BGE-Reranker#

Different from embedding model, reranker, or cross-encoder uses question and document as input and directly output similarity instead of embedding. To balance the accuracy and time cost, cross-encoder is widely used to re-rank top-k documents retrieved by other simple models. For examples, use a bge embedding model to first retrieve top 100 relevant documents, and then use bge reranker to re-rank the top 100 document to get the final top-3 results.

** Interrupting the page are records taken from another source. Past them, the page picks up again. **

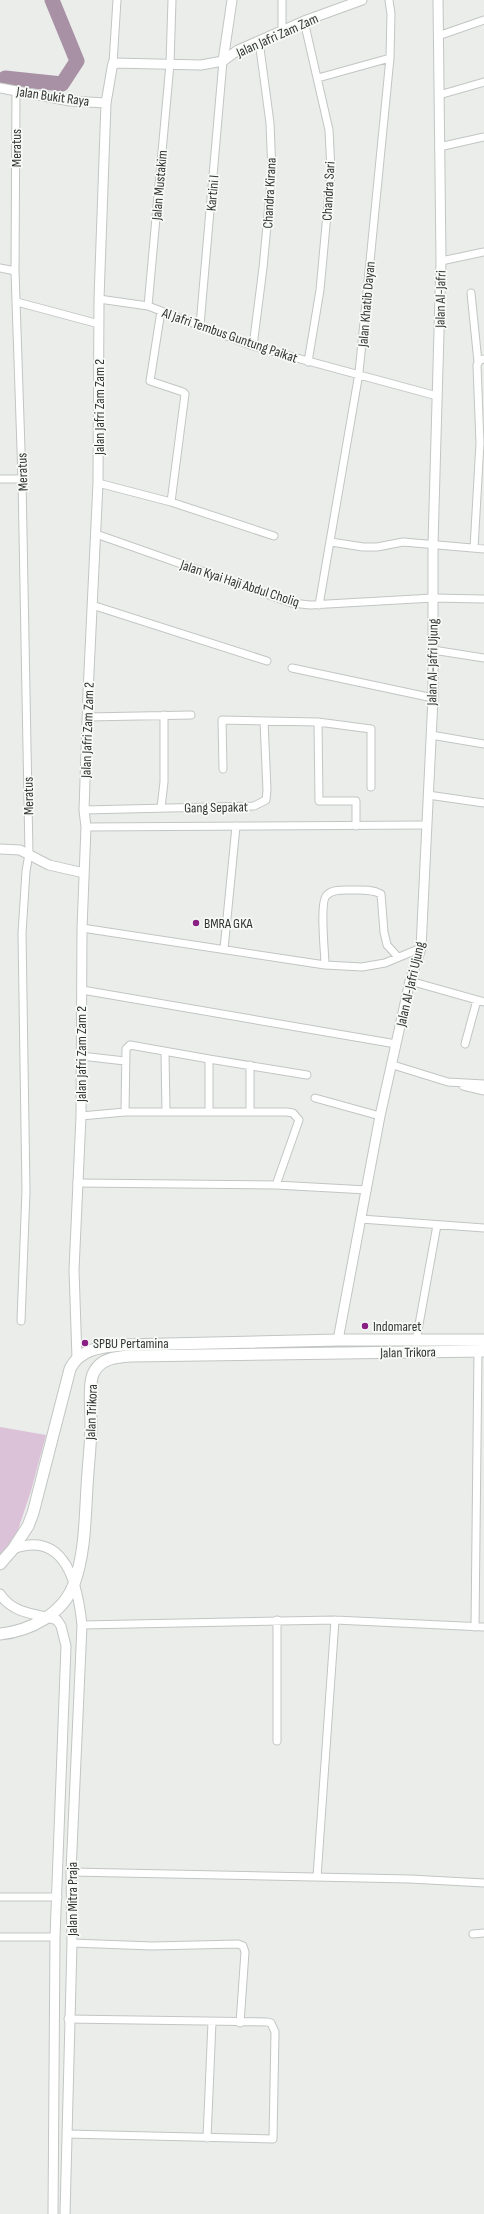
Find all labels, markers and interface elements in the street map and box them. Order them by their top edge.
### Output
street label: Jalan Jafri Zam Zam [233,10,321,62]
street label: Jalan Bukit Raya [15,83,90,110]
street label: Meratus [8,129,25,167]
street label: Jalan Mustakim [148,149,171,222]
street label: Chandra Kirana [259,157,280,229]
street label: Chandra Sari [318,161,339,221]
street label: Kartini I [202,174,223,212]
street label: Jalan Khatib Dayan [354,261,379,349]
street label: Jalan Al-Jafri [431,270,450,329]
street label: Al Jafri Tembus Guntung Paikat [159,304,300,367]
street label: Jalan Jafri Zam Zam 2 [91,359,108,456]
street label: Meratus [13,453,32,491]
street label: Jalan Kyai Haji Abdul Choliq [177,556,302,611]
street label: Jalan Al-Jafri Ujung [423,618,442,706]
street label: Jalan Jafri Zam Zam 2 [77,682,98,779]
street label: Meratus [20,777,37,815]
street label: Gang Sepakat [184,798,248,817]
place label: BMRA GKA [204,915,254,932]
marker: BMRA GKA [191,918,201,928]
street label: Jalan Al-Jafri Ujung [392,940,429,1029]
street label: Jalan Jafri Zam Zam 2 [73,1006,90,1103]
place label: Indomaret [373,1318,422,1335]
marker: Indomaret [360,1321,370,1331]
place label: SPBU Pertamina [93,1335,169,1352]
marker: SPBU Pertamina [80,1338,90,1348]
street label: Jalan Trikora [379,1344,436,1362]
street label: Jalan Trikora [82,1384,101,1441]
street label: Jalan Mitra Praja [64,1862,81,1937]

The first series of BGE-Reranker contains two models, large and base.

Model

Language

Parameters

Model Size

Description

BAAI/bge-reranker-large

English & Chinese

560M

2.24 GB

Larger reranker model, easy to deploy with better inference

BAAI/bge-reranker-base

English & Chinese

278M

1.11 GB

Lightweight reranker model, easy to deploy with fast inference

bge-reranker-large and bge-reranker-base used XLM-RoBERTa-Large and XLM-RoBERTa-Base respectively as the base model. They were trained on high quality English and Chinese data, and acheived State-of-The-Art performance in the level of same size models at the time released.

Usage#

from FlagEmbedding import FlagReranker

reranker = FlagReranker(
    'BAAI/bge-reranker-base',
    query_max_length=256,
    use_fp16=True,
    devices=['cuda:1'],
)

score = reranker.compute_score(['I am happy to help', 'Assisting you is my pleasure'])
print(score)